Volkswagen Tiguan — Above average driving experience
By Russ Heaps
In the jam-packed world of crossovers, the 2012 Volkswagen Tiguan carves its own niche. Targeting buyers looking for more "sport" than "utility" in their driving experience, Tiguan offers the only standard turbocharged engine in its segment. Add to this handling that has a distinctively European feel, and you have a fun-to-drive vehicle with a healthy dollop of utility.
A crossover as a sports car? That would be overstating the Tiguan's highway prowess; however, it is more engaging on the road than many of its peers. It is also a bit pricier.
For 2012, VW addressed the front- and rear-end styling elements. It adapted the Touareg face to the smaller crossover along with a new headlight design. The new tail lamps are also based on the Touareg's. Changes in the automatic transmission resulted in a 2 mpg bump in highway fuel economy. The remaining changes have more to do with trim-level content than anything of real substance.
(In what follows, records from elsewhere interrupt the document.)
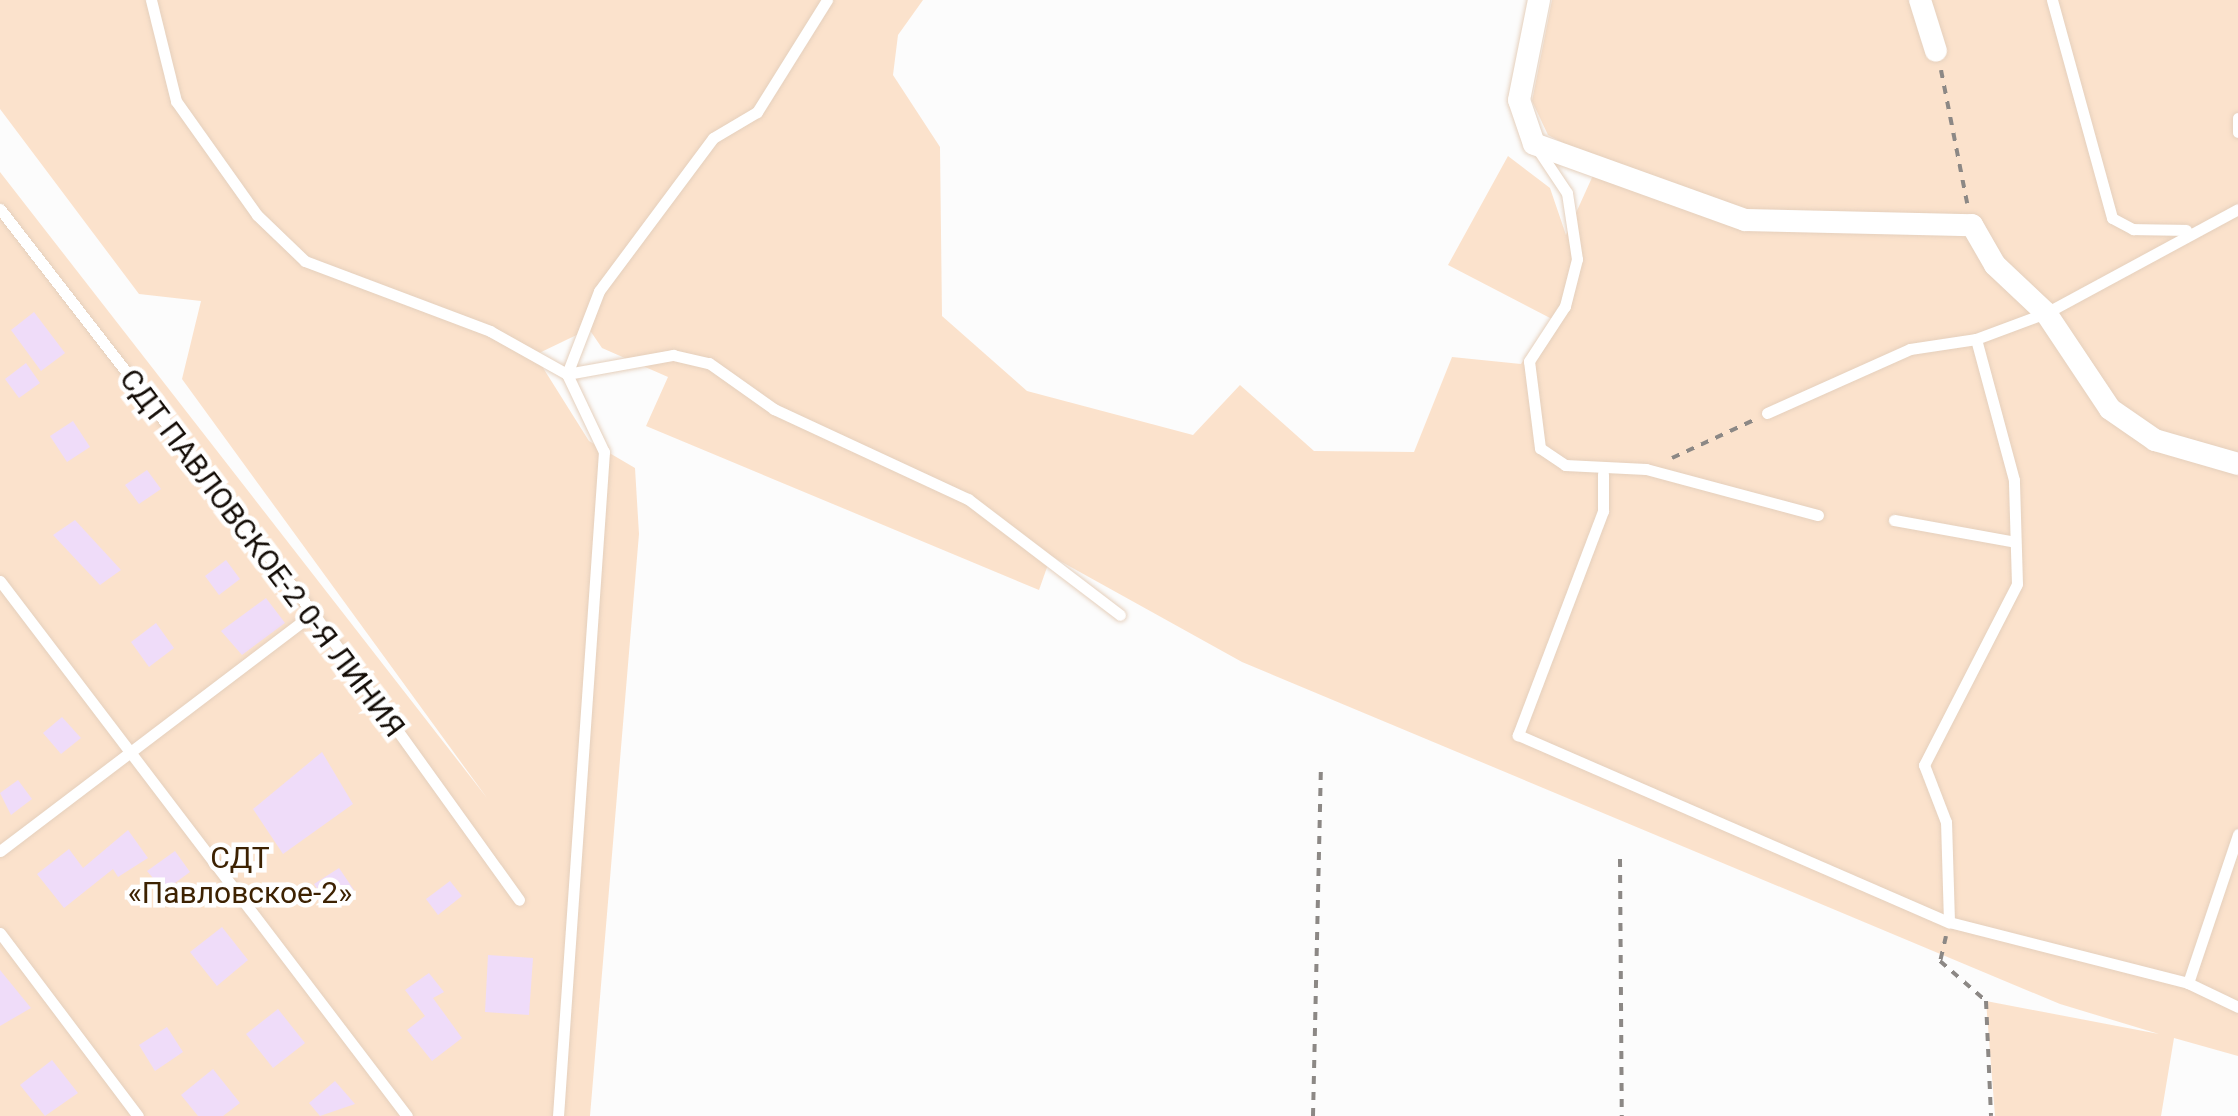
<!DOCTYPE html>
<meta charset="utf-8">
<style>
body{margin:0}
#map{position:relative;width:2238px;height:1116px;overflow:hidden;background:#fcfcfc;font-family:Roboto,sans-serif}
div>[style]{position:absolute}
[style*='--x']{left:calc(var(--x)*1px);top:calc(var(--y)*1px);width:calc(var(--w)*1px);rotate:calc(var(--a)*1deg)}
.green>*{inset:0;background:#fbe2cc}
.building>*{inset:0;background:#efdcf9}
.path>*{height:4px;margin-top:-2px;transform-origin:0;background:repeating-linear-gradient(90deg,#8c8885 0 8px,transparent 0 16px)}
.roads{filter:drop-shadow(0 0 2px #e5d0bd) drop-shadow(0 0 2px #e5d0bd)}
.service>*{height:11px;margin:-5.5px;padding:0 5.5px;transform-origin:5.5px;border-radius:5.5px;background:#fff}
.minor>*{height:22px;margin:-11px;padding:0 11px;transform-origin:11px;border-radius:11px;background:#fff}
span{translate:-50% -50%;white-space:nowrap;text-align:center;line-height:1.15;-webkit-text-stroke:9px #fff;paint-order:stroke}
.street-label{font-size:30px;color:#140d07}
.park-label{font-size:30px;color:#3d2202}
</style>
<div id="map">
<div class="green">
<i style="clip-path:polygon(0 0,923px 0,898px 35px,893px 75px,940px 147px,942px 316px,1027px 391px,1193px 435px,1240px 385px,1314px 451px,1414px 452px,1452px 357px,1521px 364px,1552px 319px,1448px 265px,1508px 156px,1550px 188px,1566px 235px,1599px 162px,1548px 135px,1532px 101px,1552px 0,2238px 0,2238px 1056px,2174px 1038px,2161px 1116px,1995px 1116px,1986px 1001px,2159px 1034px,2060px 1004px,1242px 662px,1051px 556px,1039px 590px,646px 426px,668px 377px,602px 348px,589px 329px,535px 355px,589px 441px,635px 468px,639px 534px,590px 1116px,0 1116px,0 172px,487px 798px,182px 379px,201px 301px,139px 294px,0 109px)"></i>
</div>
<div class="building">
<i style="clip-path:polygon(34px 312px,65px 353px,41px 371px,11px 330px)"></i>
<i style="clip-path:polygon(26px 363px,40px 383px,19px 398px,5px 379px)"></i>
<i style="clip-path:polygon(73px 421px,90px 447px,67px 462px,50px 436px)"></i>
<i style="clip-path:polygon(147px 470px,161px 489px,139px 504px,125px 485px)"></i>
<i style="clip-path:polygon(75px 520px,121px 570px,100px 585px,53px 535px)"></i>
<i style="clip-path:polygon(226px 560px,240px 579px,219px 595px,205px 576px)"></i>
<i style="clip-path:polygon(266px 598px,285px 623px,242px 655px,221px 631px)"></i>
<i style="clip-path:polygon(156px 623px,174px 648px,149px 667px,131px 642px)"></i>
<i style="clip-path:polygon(62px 717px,81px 738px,61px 754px,43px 733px)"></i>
<i style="clip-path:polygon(322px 752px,353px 804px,283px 854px,253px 809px)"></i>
<i style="clip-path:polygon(18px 780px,32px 799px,11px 815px,0 793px)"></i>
<i style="clip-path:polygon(128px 830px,148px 858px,118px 877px,113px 869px,64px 908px,37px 874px,69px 849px,83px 868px)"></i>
<i style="clip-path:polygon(175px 851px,190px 872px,164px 891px,147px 871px)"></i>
<i style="clip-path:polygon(339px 868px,354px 890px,328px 906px,314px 884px)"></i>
<i style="clip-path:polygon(450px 881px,462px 896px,438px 915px,426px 899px)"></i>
<i style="clip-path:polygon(222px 927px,248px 960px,217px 986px,190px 952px)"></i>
<i style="clip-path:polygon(488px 955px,533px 958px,529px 1015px,485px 1012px)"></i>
<i style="clip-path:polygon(0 970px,31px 1008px,0 1026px)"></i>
<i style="clip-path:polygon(429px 973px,444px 992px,433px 998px,462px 1038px,432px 1061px,407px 1030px,425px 1016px,405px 990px)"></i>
<i style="clip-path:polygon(278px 1009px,305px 1043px,273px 1068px,246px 1034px)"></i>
<i style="clip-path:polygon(167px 1027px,183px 1052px,155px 1071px,139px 1045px)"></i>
<i style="clip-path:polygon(52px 1060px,78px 1093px,45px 1116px,20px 1085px)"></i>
<i style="clip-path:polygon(213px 1069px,240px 1103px,223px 1116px,198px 1116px,181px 1095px)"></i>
<i style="clip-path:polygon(335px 1081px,355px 1104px,320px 1116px,309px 1103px)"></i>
</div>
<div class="path">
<i style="--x:1941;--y:70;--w:136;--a:78.9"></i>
<i style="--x:1672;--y:458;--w:90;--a:-24.9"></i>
<i style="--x:1620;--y:859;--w:257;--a:89.6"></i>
<i style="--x:1946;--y:936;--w:26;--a:103"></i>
<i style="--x:1940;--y:961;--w:61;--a:41"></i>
<i style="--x:1986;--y:1001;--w:115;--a:87.5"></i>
<i style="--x:1313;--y:1116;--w:351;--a:-88.7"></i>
</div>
<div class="roads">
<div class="service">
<i style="--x:151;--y:0;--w:104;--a:76.1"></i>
<i style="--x:176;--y:101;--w:140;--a:54.6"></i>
<i style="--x:257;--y:215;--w:66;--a:43.8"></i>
<i style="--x:305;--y:261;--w:198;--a:20.7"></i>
<i style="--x:490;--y:331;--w:88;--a:29.2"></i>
<i style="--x:567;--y:374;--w:108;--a:-10.2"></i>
<i style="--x:673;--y:355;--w:37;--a:13"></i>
<i style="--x:709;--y:363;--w:80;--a:35.3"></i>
<i style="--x:774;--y:409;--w:214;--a:24.9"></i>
<i style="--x:968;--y:499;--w:191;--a:37.3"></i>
<i style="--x:2052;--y:0;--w:226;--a:74.6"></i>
<i style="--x:2112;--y:218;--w:24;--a:28"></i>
<i style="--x:2133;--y:229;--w:53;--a:1.1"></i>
<i style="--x:2238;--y:118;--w:14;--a:90"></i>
<i style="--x:1537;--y:148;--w:54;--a:56.3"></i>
<i style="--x:1567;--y:193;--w:67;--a:81.4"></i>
<i style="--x:1577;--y:259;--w:49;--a:104.3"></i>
<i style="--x:1565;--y:306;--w:66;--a:123.2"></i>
<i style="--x:1529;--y:361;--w:88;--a:82.8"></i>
<i style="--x:1540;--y:448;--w:30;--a:34"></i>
<i style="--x:1565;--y:465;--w:81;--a:2.8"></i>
<i style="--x:1646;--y:469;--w:178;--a:15"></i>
<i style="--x:0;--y:209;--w:511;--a:52.23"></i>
<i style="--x:313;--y:613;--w:353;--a:54.3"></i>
<i style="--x:1767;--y:413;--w:157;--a:-24.1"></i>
<i style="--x:1910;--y:349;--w:67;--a:-8.6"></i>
<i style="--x:1976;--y:339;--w:75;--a:-20.4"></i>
<i style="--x:2046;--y:313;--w:218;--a:-28.4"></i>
<i style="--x:1603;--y:474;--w:37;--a:90"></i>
<i style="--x:1603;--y:511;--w:240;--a:110.8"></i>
<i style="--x:1518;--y:735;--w:470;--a:23.5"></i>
<i style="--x:1949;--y:922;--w:247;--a:14.3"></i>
<i style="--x:2188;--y:983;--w:55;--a:25.6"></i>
<i style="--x:1894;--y:520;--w:119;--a:10.2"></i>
<i style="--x:0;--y:581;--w:672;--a:52.74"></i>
<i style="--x:0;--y:851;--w:393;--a:-37.2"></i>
<i style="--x:1949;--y:922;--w:100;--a:-91.7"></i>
<i style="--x:1946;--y:822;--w:61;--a:-111.1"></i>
<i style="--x:1924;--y:765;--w:203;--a:-62.8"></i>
<i style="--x:2017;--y:584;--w:104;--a:-91.7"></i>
<i style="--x:2014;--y:480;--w:146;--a:-105.1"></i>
<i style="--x:0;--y:933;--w:229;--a:53"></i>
<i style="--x:2188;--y:983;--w:157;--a:-71.4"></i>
<i style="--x:558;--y:1116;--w:666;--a:-86.04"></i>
<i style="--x:604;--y:452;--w:86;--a:-115.4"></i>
<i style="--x:567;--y:374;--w:89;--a:-68.9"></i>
<i style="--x:599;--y:291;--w:191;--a:-53.3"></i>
<i style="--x:713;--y:138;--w:51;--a:-30.6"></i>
<i style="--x:757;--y:112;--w:132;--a:-58"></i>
</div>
<div class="minor">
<i style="--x:1539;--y:0;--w:102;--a:101.3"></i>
<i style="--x:1519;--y:100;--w:46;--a:71.2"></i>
<i style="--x:1534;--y:144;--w:224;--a:19.8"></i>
<i style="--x:1745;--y:220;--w:227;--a:1.3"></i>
<i style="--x:1972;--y:225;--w:46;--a:60.1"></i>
<i style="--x:1995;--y:265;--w:70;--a:43.3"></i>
<i style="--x:2046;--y:313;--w:115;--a:56.3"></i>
<i style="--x:2110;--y:409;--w:55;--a:34.6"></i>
<i style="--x:2155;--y:440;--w:86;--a:16.1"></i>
<i style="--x:1920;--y:0;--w:53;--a:72.6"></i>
</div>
</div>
<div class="street-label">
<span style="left:262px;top:553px;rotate:53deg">СДТ ПАВЛОВСКОЕ-2 0-Я ЛИНИЯ</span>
</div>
<div class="park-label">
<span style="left:240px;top:875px">СДТ<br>«Павловское-2»</span>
</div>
</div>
Volkswagen dropped off a $31,345 Tiguan SE for this report. VW groups more expensive extra features into the name and base price of some models. In this case, it was actually a Tiguan SE with Sunroof and Navigation. A standard SE slots in below the top-of-the-line $34,795 SEL and sells for $29,455.
Anchoring the Tiguan lineup is the $23,660 Tiguan S, followed by the limited-edition $25,995 LE. The S comes in a more expensive version with a Sunroof, while the SEL has a higher priced iteration with Navigation and upgraded audio.
Adding 4Motion — VW speak for all-wheel drive — available on any trim level except the LE, increases the bottom line by $1,955. Under most conditions, 90 percent of power goes to the front wheels; however, when they slip, this system can direct as much as 100 percent of power to the rear wheels.
Packing 18 more horsepower than the Chevrolet Equinox and 25 ponies more than the Hyundai Santa Fe, the Tiguan delivers spirited acceleration from its 2-liter turbocharged four-cylinder engine. All but the base S funnel engine output to the wheels via a six-speed, driver-shiftable automatic transmission. The base S gets a six-speed manual tranny unless you pop for the automatic at a $1,500 premium.
The EPA rates fuel economy for Tiguans equipped with the automatic at 22 mpg in the city and 27 mpg on the highway. This is in line with competitors. The Equinox rates the same in the city and 5 mpg better on the highway. The Santa Fe posts 2 mpg less in city driving and an additional 1 mpg on the highway.
Consisting of MacPherson struts in front and a multilink setup in the rear, the suspension is tuned more toward handling and control than ride quality. That's not to say that the passenger experience is harsh, but the Tiguan is simply more of a driver's vehicle than most of its competitors.
Along with antilock disc brakes are the usual array of safety elements, such as stability control, traction control, electronic brakeforce distribution and emergency braking assist. Inside, six airbags are standard.
With each generation of crossovers, the interiors get better and better. Tiguan doesn't need to aspire to some segment benchmark in this area; its cabin is a class leader in styling, fit and finish.
Where Tiguan might fall a little behind the competition is interior space. This is true whether looking at passenger space, where Tiguan has two or three inches less in front- and rear-seat legroom than Equinox or Santa Fe, or cargo capacity in which Tiguan lags by notable amounts.
Tiguan has 24 cubic feet of cargo room with the second-row seat in place versus 31.5 cubic feet in the Equinox and 34 cubic feet in the Santa Fe. With the second-row seat folded, Tiguan's cargo room expands to 56 cubic feet, while Equinox jumps to 64 cubic feet and Santa Fe to 78 cubic feet.
Functionality is the order of the day in the Tiguan's interior styling. The lines are clean and rather simple. All of the systems are logically organized across the instrument panel. German imports tend to over-complicate the controls; not so in the Tiguan.
The front seats are comfortable, offering adequate support. A reclining split rear seat is an up-level touch.
Every Tiguan is equipped with full power accessories, remote keyless entry, air conditioning, trip computer, heated outboard mirrors, cruise control, tilt-and-telescoping steering wheel, Bluetooth connectivity, and an eight-speaker audio system with CD player and auxiliary input jack.
The LE is basically the automatic-equipped S with faux leather seating, heated front seats and iPod interface.
SE swaps out the S's 16-inch wheels with 18-inch alloy ones, and adds foglamps, power recline for the driver's seat, and an upgraded audio system with a touchscreen, redundant steering wheel-mounted controls and iPod interface.
The SEL bumps up the wheel size another inch while adding keyless start, multi-adjustable power driver's seat, rain-sensing wipers, automatic climate control and Bi-Xenon headlights.
Not sold in the numbers of many competitors, Tiguan isn't a common sight. Not only does it provide a degree of individuality to its owners, it is unique in its attitude. Who cares if its somewhat stingy cargo hold demands an extra trip on moving day? The above-average driving experience will more than make up for it.